The US Geological Survey contends, on their website, that there might be some connection between these sounds and pending seismic activity. At this page on their website, they discuss Seneca Guns, “earthquake booms” that have been associated with seismic activity literally for centuries, and all over the country. Yet even this is not consistent. With the exception of the massive 1811-12 quakes that struck the Midwest, there haven’t been a lot of reported sounds like this, both in advance or following detected earthquakes.
At least, until now.
Are we in the process of seismic events pending? Or is something even more sinister going on?
We know only enough about the HAARP system to merely reference it here, and give you a few links. But the last possibility we’re going to cover has to do with this system. Here is the official explanation for the existence of HAARP: ionospheric study. The site would have you believe that Alaska is the only place this system is set up. Not so. Many states have HAARP stations. Coordinated, it’s been alleged that they could, and probably have, impacted not only the weather, but seismic activity (sending the energy waves down into the ground, just the same as they are capable of sending them up into the air.) What can this system do? Most people don’t know. But you can rest assured over this: Whatever is known publicly that it can do, it can in reality do ten times that nonpublicly. That’s the way government programs work. HAARP is said to be questionable by those considered to be conspiracy theorists. Perhaps. Just bear in mind that not all conspiracies are theories. Some are real.

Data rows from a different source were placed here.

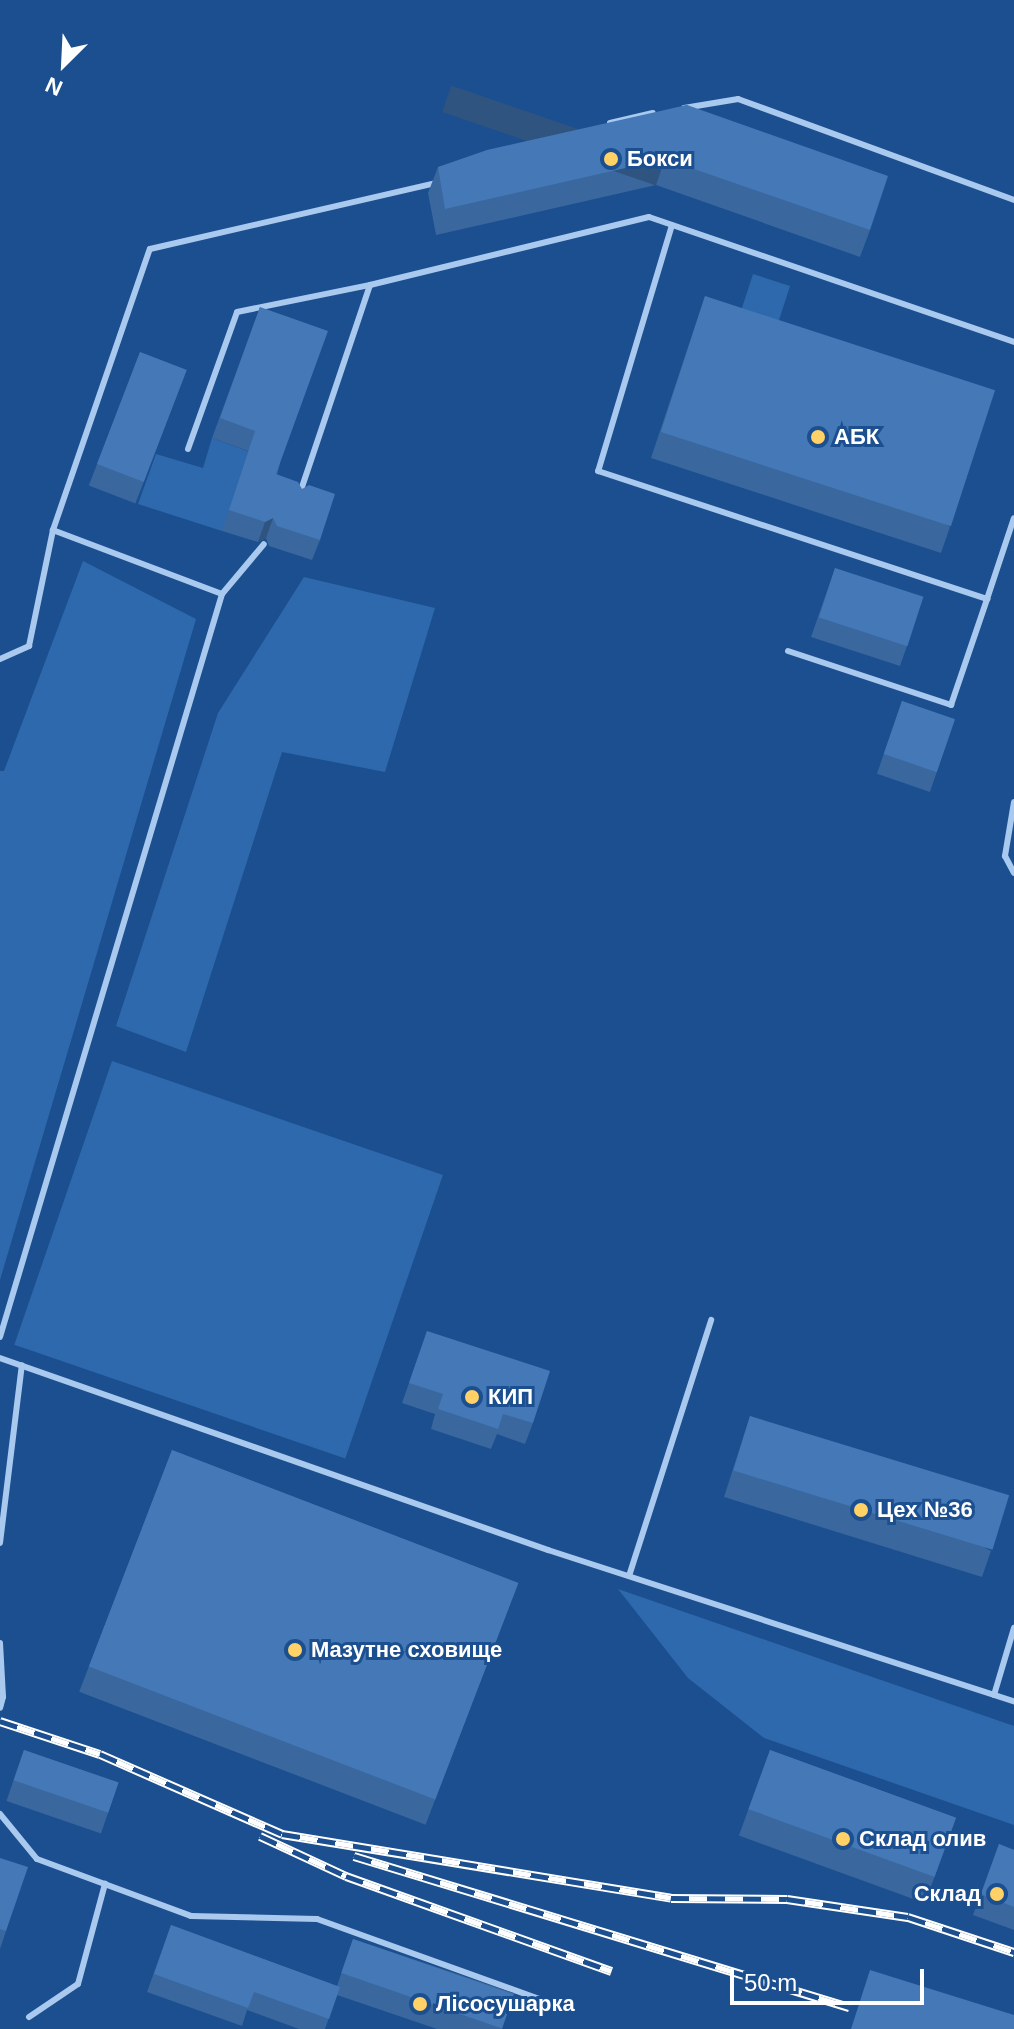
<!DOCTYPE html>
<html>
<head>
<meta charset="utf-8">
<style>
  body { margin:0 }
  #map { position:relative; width:1014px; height:2029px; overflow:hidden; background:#1b4f8f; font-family:Arial,sans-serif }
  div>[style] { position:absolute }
  .green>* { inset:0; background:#2e69ad; transform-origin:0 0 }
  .service>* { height:6px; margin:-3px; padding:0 3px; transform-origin:3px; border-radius:3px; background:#a9c9ee }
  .rail>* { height:9px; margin-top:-4.5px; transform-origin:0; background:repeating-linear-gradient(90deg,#1b4f8f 0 18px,#fff 0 36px); box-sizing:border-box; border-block:2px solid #fff }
  .wall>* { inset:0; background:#3a679d; transform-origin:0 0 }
  .shaded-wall>* { inset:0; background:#305480; transform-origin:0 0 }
  .building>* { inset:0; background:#4478b7; transform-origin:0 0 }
  .dots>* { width:22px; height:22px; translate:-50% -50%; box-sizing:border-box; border:4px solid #1b4f8f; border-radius:50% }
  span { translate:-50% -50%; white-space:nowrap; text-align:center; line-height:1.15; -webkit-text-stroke:6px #1b4f8f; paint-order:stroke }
  .poi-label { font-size:22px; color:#fff; font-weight:700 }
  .left { translate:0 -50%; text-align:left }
  .right { translate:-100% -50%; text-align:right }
  .north { position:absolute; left:24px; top:24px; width:80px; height:80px; -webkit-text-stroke:6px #1b4f8f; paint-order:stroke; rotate:204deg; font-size:22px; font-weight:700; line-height:32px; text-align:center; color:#fff }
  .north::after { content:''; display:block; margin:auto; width:28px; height:36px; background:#fff; clip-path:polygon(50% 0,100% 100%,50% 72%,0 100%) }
  .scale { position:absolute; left:730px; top:1969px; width:194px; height:36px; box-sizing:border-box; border:4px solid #fff; border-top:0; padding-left:10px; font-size:24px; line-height:28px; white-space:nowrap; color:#fff; -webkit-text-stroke:6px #1b4f8f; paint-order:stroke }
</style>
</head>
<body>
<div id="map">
  <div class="green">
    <i style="left:753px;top:274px;width:39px;height:63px;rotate:18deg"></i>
    <i style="clip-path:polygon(212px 438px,280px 463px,272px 496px,222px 531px,138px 504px,156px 454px,203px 468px)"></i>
    <i style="clip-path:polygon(83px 561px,196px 619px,0 1280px,0 771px,4px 771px)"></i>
    <i style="clip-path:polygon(304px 577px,435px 608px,385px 772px,282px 752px,186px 1052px,116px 1026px,218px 713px)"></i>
    <i style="left:112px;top:1061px;width:350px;height:300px;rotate:19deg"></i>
    <i style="clip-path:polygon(618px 1589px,1014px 1726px,1014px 1825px,764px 1738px,688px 1678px)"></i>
  </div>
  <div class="service">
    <i style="left:684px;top:108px;width:55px;rotate:-9.5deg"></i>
    <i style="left:738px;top:99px;width:294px;rotate:20.1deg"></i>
    <i style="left:610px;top:123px;width:44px;rotate:-13.1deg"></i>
    <i style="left:672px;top:225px;width:257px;rotate:106.7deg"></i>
    <i style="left:598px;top:471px;width:410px;rotate:18.2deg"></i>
    <i style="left:987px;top:599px;width:85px;rotate:-71.6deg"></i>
    <i style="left:370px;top:285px;width:287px;rotate:-13.7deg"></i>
    <i style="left:649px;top:217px;width:386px;rotate:18.9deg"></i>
    <i style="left:188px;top:449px;width:145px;rotate:-70.3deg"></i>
    <i style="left:237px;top:312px;width:136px;rotate:-11.5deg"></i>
    <i style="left:370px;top:285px;width:219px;rotate:108.6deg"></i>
    <i style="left:222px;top:594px;width:181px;rotate:-159.3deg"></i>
    <i style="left:53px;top:530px;width:297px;rotate:-71deg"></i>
    <i style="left:150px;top:249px;width:294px;rotate:-13deg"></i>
    <i style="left:788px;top:651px;width:172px;rotate:18.3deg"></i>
    <i style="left:951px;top:705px;width:112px;rotate:-71.2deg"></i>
    <i style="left:0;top:659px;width:32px;rotate:-24deg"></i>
    <i style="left:29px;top:646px;width:118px;rotate:-78.3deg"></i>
    <i style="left:1014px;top:802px;width:55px;rotate:99.5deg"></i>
    <i style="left:1005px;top:856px;width:19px;rotate:62deg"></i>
    <i style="left:0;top:1337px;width:775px;rotate:-73.36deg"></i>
    <i style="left:222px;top:594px;width:65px;rotate:-50deg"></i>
    <i style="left:0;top:1358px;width:581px;rotate:19.31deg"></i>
    <i style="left:548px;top:1550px;width:490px;rotate:18deg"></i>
    <i style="left:0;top:1543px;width:179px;rotate:-83deg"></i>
    <i style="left:629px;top:1576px;width:269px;rotate:-72.2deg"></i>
    <i style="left:0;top:1643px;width:54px;rotate:86.8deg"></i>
    <i style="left:3px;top:1697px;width:11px;rotate:105deg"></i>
    <i style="left:994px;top:1695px;width:70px;rotate:-73.4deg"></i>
    <i style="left:0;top:1814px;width:58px;rotate:50.6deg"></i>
    <i style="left:37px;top:1859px;width:164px;rotate:20.3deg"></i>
    <i style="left:191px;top:1916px;width:126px;rotate:1.4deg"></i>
    <i style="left:317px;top:1919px;width:254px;rotate:19.8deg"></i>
    <i style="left:29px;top:2017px;width:59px;rotate:-34deg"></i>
    <i style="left:78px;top:1984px;width:104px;rotate:-74.9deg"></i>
  </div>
  <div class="rail">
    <i style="left:0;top:1721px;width:105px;rotate:18.3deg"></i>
    <i style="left:100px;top:1754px;width:199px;rotate:23.7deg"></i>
    <i style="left:282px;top:1834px;width:394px;rotate:9.3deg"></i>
    <i style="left:671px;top:1898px;width:116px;rotate:0.5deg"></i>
    <i style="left:787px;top:1899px;width:122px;rotate:8.5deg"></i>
    <i style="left:908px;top:1917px;width:112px;rotate:18.3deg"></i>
    <i style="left:260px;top:1836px;width:95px;rotate:24.9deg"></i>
    <i style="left:346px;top:1876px;width:282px;rotate:19.7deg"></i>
    <i style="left:354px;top:1856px;width:518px;rotate:16.96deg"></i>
  </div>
  <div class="wall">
    <i style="clip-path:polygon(687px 105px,870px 230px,860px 257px,656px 185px,436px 235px,428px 193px,438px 167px)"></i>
    <i style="clip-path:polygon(705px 296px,950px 527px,941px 553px,651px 458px)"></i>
    <i style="clip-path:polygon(260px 307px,276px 474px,320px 540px,312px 560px,269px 546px,266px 538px,258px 542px,222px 531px,248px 451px,212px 438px)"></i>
    <i style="left:140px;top:352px;width:50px;height:143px;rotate:21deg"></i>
    <i style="clip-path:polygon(835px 568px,907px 646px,900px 666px,811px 637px)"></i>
    <i style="left:902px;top:701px;width:56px;height:77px;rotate:19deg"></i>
    <i style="clip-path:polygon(427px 1331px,533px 1423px,525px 1444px,497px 1434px,491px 1449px,431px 1429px,435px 1414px,402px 1403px)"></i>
    <i style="clip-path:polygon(750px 1416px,991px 1551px,982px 1577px,724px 1497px)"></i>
    <i style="left:172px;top:1450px;width:371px;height:259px;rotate:21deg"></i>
    <i style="left:24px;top:1750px;width:100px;height:54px;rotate:19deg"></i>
    <i style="left:770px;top:1750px;width:198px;height:91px;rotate:20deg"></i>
    <i style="clip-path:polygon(999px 1844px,1014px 1850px,1014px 1930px,973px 1915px)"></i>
    <i style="clip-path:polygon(0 1858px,6px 1931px,0 1949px)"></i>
    <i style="clip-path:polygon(171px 1925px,337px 1986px,353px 1939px,514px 1993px,502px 2029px,437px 2029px,337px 1995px,325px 2029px,299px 2029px,247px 2010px,242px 2026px,147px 1992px)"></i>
  </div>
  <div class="shaded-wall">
    <i style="left:665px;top:159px;width:28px;height:226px;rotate:109deg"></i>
    <i style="clip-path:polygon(273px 518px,266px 538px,258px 542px,265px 522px)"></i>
  </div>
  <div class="building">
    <i style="clip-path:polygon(687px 105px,888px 176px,870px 230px,665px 159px,445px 209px,438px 167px,487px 150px)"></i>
    <i style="left:705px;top:296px;width:305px;height:143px;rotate:18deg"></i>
    <i style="clip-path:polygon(260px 307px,328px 331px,276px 474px,298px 482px,302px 489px,309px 485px,335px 494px,320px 540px,277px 526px,273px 518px,265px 522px,229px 510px,255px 431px,220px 418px)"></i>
    <i style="left:140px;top:352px;width:50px;height:120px;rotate:21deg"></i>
    <i style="left:835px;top:568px;width:93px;height:52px;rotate:18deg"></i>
    <i style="left:902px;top:701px;width:56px;height:56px;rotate:19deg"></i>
    <i style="clip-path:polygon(427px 1331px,550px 1371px,533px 1423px,503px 1414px,498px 1429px,438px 1409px,443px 1394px,409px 1383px)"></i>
    <i style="left:750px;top:1416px;width:271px;height:57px;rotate:17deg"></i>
    <i style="left:172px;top:1450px;width:371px;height:232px;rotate:21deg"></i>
    <i style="left:24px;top:1750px;width:100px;height:32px;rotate:19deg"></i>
    <i style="left:770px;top:1750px;width:198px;height:63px;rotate:20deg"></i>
    <i style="clip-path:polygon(999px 1844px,1014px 1850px,1014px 1907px,981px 1894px)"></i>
    <i style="clip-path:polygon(0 1858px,28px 1867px,6px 1931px,0 1929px)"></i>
    <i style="clip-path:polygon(171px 1925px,340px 1987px,329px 2019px,254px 1992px,248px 2008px,154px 1974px)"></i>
    <i style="left:353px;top:1939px;width:170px;height:36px;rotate:19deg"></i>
    <i style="clip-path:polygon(870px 1970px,1014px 2015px,1014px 2029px,851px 2029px)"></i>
  </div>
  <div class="dots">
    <i style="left:611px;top:159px;background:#ffd166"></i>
    <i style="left:818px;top:437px;background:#ffd166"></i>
    <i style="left:472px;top:1397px;background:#ffd166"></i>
    <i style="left:861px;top:1510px;background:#ffd166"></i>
    <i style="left:295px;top:1650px;background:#ffd166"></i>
    <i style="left:843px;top:1839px;background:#ffd166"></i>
    <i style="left:997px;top:1894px;background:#ffd166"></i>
    <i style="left:420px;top:2004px;background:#ffd166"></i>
  </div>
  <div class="poi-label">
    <span class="left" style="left:627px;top:159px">Бокси</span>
    <span class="left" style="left:834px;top:437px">АБК</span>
    <span class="left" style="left:488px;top:1397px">КИП</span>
    <span class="left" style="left:877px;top:1510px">Цех №36</span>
    <span class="left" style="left:311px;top:1650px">Мазутне сховище</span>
    <span class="left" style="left:859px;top:1839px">Склад олив</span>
    <span class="right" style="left:981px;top:1894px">Склад</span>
    <span class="left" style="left:436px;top:2004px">Лісосушарка</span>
  </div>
  <div class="north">N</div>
  <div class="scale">50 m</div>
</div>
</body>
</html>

And while we’re on conspiracy theories, let’s mention briefly the situation in Bayou Corne in Louisiana…which is a real situation—a sinkhole—with a real, possibly devastating outcome: a swirling vortex into liquefied salt reserves that suck down everything into that liquefied salt for miles above and around. It happened in 1980 at the Jefferson Salt Mine, Lake Peigneur. Read about that. Read about how big the salt reserves are beneath the Gulf states. And understand that sometimes, accidents happen…but if punctures into the salt reserves are intentional, such as done by fracking, and the salt liquefies and begins sucking down everything above…well, we could see the beginning of the U.S. Naval maps of the lower 48 that look like this:
The shifting of the New Madrid/Wabash Valley seismic zones; Yellowstone Caldera; West Coast (San Andreas) and East Coast fault systems, were they to happen all at once or sequentially, could produce such a nightmare scenario.
Liquefied, sinking salt reserves could bring it about.
Fracking, unchecked, could bring about the liquefied, sinking salt reserves.
Seneca guns/booms could indicate where the problem areas are, those problem ares being where the frackers are seeking to drill.
So keep your eyes and ears on those booms. We may not know exactly what they are…but they shouldn’t be blown off wholesale, and there may yet come a time when someone—someone who knows, and you know there’s someone out there who does—will finally get their crap together and tell us the truth, instead of leaving it all up to speculation.